*** Begin section ***

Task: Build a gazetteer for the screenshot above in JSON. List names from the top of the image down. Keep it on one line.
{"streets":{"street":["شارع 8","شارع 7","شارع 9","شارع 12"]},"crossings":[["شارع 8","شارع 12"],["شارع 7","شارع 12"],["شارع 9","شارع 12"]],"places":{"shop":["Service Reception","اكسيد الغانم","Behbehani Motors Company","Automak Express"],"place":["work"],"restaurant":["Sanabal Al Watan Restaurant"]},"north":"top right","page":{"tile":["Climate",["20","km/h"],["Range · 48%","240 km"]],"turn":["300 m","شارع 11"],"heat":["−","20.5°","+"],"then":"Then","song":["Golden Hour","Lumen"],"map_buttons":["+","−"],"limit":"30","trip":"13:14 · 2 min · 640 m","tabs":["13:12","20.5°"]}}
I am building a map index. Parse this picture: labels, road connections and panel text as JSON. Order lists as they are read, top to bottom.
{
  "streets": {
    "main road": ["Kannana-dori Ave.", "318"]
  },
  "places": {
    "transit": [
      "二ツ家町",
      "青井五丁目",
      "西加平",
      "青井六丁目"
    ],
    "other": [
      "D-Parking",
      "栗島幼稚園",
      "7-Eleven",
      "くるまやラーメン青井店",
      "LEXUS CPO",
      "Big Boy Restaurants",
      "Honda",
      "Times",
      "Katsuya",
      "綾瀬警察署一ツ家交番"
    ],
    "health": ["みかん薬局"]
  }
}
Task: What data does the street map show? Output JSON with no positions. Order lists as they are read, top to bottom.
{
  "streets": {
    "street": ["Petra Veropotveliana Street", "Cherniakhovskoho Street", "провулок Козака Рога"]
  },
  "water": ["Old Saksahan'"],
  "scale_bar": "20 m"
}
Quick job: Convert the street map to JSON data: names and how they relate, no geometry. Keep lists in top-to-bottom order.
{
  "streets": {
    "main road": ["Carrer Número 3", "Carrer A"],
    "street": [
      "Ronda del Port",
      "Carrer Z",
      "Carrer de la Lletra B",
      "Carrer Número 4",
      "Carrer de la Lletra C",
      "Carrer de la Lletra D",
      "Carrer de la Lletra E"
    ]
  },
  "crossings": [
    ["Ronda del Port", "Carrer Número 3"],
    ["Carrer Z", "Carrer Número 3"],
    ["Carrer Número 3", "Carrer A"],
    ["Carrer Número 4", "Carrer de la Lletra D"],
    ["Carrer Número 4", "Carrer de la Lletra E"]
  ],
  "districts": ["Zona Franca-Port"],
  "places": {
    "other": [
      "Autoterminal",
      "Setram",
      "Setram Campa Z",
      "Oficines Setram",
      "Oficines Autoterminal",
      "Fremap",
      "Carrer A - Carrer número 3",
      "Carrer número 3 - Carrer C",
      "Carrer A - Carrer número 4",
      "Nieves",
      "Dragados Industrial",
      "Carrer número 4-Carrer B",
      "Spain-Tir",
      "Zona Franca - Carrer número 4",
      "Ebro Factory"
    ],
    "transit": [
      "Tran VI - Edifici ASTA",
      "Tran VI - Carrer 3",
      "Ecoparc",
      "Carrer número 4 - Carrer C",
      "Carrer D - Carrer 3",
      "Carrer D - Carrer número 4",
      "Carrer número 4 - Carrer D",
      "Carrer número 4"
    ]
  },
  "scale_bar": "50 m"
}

*** End section ***

• Task item: Every line of the listing needs to be written out exactly.

• Task output:
Task: Build a gazetteer for the screenshot above in JSON. List names from the top of the image down. Keep it on one line.
{"streets":{"street":["شارع 8","شارع 7","شارع 9","شارع 12"]},"crossings":[["شارع 8","شارع 12"],["شارع 7","شارع 12"],["شارع 9","شارع 12"]],"places":{"shop":["Service Reception","اكسيد الغانم","Behbehani Motors Company","Automak Express"],"place":["work"],"restaurant":["Sanabal Al Watan Restaurant"]},"north":"top right","page":{"tile":["Climate",["20","km/h"],["Range · 48%","240 km"]],"turn":["300 m","شارع 11"],"heat":["−","20.5°","+"],"then":"Then","song":["Golden Hour","Lumen"],"map_buttons":["+","−"],"limit":"30","trip":"13:14 · 2 min · 640 m","tabs":["13:12","20.5°"]}}
I am building a map index. Parse this picture: labels, road connections and panel text as JSON. Order lists as they are read, top to bottom.
{
  "streets": {
    "main road": ["Kannana-dori Ave.", "318"]
  },
  "places": {
    "transit": [
      "二ツ家町",
      "青井五丁目",
      "西加平",
      "青井六丁目"
    ],
    "other": [
      "D-Parking",
      "栗島幼稚園",
      "7-Eleven",
      "くるまやラーメン青井店",
      "LEXUS CPO",
      "Big Boy Restaurants",
      "Honda",
      "Times",
      "Katsuya",
      "綾瀬警察署一ツ家交番"
    ],
    "health": ["みかん薬局"]
  }
}
Task: What data does the street map show? Output JSON with no positions. Order lists as they are read, top to bottom.
{
  "streets": {
    "street": ["Petra Veropotveliana Street", "Cherniakhovskoho Street", "провулок Козака Рога"]
  },
  "water": ["Old Saksahan'"],
  "scale_bar": "20 m"
}
Quick job: Convert the street map to JSON data: names and how they relate, no geometry. Keep lists in top-to-bottom order.
{
  "streets": {
    "main road": ["Carrer Número 3", "Carrer A"],
    "street": [
      "Ronda del Port",
      "Carrer Z",
      "Carrer de la Lletra B",
      "Carrer Número 4",
      "Carrer de la Lletra C",
      "Carrer de la Lletra D",
      "Carrer de la Lletra E"
    ]
  },
  "crossings": [
    ["Ronda del Port", "Carrer Número 3"],
    ["Carrer Z", "Carrer Número 3"],
    ["Carrer Número 3", "Carrer A"],
    ["Carrer Número 4", "Carrer de la Lletra D"],
    ["Carrer Número 4", "Carrer de la Lletra E"]
  ],
  "districts": ["Zona Franca-Port"],
  "places": {
    "other": [
      "Autoterminal",
      "Setram",
      "Setram Campa Z",
      "Oficines Setram",
      "Oficines Autoterminal",
      "Fremap",
      "Carrer A - Carrer número 3",
      "Carrer número 3 - Carrer C",
      "Carrer A - Carrer número 4",
      "Nieves",
      "Dragados Industrial",
      "Carrer número 4-Carrer B",
      "Spain-Tir",
      "Zona Franca - Carrer número 4",
      "Ebro Factory"
    ],
    "transit": [
      "Tran VI - Edifici ASTA",
      "Tran VI - Carrer 3",
      "Ecoparc",
      "Carrer número 4 - Carrer C",
      "Carrer D - Carrer 3",
      "Carrer D - Carrer número 4",
      "Carrer número 4 - Carrer D",
      "Carrer número 4"
    ]
  },
  "scale_bar": "50 m"
}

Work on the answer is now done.